Musing on Maluca's lyrical content on the track, Al Qadiri suggests that both work in tandem to bring home this censure of the cosmetics industry: "Her lyrics are very strong; they're very hard and about a tough woman. The chorus is, 'Mira mi culo, mi Vernáculo', which translates to: 'Look at my ass, my vernacular'. It's about language and that is basically a kiss my ass to the beauty industry and to the music industry as well," she laughs.

Much has been made of a 'thesis' behind the Future Brown operation - that despite their insistence on coming into it free of agendas, the layers of artistic theory that arise from those aforementioned projects only form a distraction - but Al Qadiri again refuses to be drawn on any kind of 'mission statement' with this particular project. "The entire project involves not having boundaries, working with vocalists regardless of what they were doing, regardless of what language they use, so it's hard to come to a conclusion on an ethos for the project if there is such a thing," she says, concluding: "I suppose it's just boundary-less work with vocalists."

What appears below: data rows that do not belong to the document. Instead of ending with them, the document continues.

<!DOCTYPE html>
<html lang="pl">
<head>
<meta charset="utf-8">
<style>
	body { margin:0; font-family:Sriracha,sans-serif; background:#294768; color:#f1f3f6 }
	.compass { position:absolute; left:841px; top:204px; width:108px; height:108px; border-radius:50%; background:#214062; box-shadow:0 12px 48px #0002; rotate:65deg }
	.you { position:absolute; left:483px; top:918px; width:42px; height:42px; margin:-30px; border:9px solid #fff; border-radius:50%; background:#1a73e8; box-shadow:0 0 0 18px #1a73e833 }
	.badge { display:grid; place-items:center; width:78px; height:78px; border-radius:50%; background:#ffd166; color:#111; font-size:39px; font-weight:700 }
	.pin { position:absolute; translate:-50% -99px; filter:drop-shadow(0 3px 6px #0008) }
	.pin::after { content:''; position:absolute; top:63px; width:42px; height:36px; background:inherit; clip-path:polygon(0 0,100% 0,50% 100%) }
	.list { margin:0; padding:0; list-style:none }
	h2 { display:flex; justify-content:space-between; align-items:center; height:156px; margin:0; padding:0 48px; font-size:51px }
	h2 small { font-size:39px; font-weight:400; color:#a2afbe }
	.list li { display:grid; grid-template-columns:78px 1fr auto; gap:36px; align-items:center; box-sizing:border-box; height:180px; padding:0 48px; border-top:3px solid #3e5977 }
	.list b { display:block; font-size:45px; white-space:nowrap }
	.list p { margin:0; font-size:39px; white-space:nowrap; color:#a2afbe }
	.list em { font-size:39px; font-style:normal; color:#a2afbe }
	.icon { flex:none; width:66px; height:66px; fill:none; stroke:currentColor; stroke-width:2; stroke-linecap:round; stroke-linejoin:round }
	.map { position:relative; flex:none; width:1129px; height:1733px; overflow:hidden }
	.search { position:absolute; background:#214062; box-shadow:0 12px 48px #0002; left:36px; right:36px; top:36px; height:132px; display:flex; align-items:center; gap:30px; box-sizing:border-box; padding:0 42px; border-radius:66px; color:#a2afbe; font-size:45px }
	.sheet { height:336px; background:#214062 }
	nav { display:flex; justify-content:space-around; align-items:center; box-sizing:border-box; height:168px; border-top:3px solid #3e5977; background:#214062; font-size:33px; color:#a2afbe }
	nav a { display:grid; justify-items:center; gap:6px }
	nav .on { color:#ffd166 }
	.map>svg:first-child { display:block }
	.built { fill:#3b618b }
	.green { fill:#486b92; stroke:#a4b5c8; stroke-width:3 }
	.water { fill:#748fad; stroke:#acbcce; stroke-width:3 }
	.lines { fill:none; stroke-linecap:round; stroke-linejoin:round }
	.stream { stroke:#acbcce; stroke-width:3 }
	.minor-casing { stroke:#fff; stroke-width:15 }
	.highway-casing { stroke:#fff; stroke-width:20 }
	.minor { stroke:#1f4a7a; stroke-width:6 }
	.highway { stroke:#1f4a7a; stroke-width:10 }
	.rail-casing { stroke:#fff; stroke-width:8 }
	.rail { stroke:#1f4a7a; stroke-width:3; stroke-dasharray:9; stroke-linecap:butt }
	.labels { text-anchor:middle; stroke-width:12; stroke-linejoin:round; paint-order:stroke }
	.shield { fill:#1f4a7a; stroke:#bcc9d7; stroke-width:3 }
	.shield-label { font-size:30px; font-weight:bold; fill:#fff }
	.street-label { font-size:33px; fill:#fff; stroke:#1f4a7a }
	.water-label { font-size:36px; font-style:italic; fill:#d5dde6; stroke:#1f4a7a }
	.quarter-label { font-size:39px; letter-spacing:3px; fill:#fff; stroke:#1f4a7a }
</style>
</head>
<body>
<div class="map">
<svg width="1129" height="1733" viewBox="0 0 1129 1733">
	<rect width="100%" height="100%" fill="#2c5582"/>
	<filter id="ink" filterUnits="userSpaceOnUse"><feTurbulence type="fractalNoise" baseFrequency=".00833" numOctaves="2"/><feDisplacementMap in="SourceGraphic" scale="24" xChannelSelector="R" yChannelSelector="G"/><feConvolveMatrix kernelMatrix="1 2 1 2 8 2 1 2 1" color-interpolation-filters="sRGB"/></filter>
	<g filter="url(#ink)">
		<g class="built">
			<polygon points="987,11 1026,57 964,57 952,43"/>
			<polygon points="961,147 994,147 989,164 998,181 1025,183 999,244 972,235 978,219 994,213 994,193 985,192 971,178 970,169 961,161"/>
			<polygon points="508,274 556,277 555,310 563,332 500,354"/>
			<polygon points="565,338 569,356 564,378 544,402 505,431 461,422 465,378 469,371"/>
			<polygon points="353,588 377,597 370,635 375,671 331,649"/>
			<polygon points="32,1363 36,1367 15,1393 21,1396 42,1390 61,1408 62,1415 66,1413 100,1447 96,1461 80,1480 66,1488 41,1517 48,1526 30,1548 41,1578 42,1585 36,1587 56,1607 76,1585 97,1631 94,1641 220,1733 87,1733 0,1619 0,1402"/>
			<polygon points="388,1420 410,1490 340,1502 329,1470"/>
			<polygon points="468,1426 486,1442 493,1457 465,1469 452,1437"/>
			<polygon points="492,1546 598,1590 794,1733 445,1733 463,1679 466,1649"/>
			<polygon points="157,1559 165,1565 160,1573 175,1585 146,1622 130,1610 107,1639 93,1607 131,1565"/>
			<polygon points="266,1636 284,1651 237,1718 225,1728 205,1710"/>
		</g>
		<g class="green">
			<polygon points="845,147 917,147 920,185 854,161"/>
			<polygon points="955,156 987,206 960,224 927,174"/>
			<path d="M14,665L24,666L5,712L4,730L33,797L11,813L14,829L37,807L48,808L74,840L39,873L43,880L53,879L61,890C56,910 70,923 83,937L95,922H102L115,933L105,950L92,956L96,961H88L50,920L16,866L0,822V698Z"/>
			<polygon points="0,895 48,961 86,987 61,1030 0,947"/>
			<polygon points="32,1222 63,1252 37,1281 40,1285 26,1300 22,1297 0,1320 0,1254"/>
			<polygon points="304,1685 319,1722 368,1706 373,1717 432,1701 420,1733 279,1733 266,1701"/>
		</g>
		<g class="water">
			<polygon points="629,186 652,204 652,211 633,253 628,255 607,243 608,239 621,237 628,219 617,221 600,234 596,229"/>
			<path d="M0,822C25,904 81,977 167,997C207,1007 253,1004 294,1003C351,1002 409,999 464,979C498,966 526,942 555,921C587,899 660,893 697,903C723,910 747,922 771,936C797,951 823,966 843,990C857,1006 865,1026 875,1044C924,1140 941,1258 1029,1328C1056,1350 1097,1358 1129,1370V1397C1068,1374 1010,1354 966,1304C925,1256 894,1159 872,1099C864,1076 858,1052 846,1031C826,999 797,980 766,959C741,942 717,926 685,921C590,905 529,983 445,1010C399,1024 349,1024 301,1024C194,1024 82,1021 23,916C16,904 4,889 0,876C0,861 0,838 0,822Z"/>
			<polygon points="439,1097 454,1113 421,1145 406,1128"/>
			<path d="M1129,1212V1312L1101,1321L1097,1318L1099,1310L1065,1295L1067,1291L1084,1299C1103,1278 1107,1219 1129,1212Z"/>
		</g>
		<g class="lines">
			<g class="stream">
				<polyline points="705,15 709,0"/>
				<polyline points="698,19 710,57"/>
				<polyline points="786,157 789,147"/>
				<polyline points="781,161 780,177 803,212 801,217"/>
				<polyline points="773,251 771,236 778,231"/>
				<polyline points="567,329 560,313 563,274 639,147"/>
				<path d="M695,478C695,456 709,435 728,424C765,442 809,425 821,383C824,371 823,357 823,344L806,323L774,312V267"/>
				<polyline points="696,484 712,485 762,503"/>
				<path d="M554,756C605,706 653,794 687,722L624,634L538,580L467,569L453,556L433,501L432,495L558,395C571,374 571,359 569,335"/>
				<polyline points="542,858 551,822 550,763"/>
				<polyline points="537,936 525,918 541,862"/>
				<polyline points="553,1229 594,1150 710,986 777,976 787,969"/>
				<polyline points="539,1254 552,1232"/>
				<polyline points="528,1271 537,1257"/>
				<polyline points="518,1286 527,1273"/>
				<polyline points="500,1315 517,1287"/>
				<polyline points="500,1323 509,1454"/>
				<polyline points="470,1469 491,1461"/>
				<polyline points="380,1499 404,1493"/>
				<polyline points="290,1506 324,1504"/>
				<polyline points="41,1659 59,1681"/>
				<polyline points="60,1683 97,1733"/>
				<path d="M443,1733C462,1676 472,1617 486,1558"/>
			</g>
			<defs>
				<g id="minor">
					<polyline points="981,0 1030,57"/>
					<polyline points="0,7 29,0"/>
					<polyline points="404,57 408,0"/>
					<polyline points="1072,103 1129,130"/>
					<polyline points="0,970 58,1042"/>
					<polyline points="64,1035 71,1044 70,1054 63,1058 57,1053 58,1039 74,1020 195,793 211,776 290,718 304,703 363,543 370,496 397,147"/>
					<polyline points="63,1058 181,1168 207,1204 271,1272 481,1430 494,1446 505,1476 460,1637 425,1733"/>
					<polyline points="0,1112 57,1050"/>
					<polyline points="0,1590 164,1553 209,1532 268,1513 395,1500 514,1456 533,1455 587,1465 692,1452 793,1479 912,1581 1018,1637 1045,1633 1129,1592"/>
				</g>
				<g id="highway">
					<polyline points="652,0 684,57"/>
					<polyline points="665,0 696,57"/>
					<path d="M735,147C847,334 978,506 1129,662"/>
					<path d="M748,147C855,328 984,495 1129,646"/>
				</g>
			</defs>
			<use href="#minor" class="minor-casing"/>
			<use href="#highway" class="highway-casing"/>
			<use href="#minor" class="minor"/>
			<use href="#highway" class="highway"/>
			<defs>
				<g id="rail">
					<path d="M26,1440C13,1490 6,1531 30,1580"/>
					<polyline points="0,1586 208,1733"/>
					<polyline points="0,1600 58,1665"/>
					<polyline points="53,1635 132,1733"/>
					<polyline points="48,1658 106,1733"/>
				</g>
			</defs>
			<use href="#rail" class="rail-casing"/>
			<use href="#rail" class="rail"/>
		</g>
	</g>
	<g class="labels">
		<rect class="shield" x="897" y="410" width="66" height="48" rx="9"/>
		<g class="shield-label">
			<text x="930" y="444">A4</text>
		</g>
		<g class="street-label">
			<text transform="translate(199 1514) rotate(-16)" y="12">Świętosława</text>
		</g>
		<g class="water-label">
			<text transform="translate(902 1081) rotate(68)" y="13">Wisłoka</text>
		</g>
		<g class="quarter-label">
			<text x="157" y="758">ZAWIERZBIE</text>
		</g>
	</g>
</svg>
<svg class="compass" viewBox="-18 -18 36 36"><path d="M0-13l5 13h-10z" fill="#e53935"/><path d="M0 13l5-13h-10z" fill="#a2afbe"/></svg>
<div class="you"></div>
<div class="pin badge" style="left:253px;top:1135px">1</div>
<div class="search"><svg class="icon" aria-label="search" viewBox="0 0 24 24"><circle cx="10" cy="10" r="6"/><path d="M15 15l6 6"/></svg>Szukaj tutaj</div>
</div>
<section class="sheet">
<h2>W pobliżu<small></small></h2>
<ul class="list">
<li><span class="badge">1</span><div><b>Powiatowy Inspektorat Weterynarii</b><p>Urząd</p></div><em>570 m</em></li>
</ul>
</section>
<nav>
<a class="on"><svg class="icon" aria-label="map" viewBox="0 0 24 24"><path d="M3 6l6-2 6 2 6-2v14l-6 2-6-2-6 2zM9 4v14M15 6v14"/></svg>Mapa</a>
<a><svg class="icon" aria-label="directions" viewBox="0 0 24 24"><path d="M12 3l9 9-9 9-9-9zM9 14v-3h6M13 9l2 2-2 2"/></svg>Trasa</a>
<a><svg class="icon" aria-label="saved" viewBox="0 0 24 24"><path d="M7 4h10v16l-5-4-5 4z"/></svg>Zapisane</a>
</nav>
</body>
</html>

Taking this train of thought, Imanian-Friedman settles simply that "the album sounds, in the end, just like us. We weren't trying to make one particular sound or style with any track. Maybe some of them would have been done with a vocalist in mind but we're not trying to touch on all these different sub-genres." For all the talk of theory, the group, it seems, refuse to be drawn in. "We're just making the music that we want to make as a group and we live in an age where there's a lot of music readily available out there," says Imanian-Friedman. "As DJs, we share music and so we're just playing around with different ideas and being influenced by our surroundings a lot."

Future Brown's defenders and detractors can shape a statement like this to suit whichever viewpoint they settle on with regards to their work. For some, the divergent scenes represented on Future Brown are the audio equivalent of having one's fingers in too many pies, while for others it's the sound of a group laying bare the sounds that inform their work. Whichever camp you fall into the group appear, at face value at least, to be sticking to that line, that Future Brown is simply a chance to team up with other artists that they admire. "It's a group of people that we all collectively respect and love," in the words of Maroof.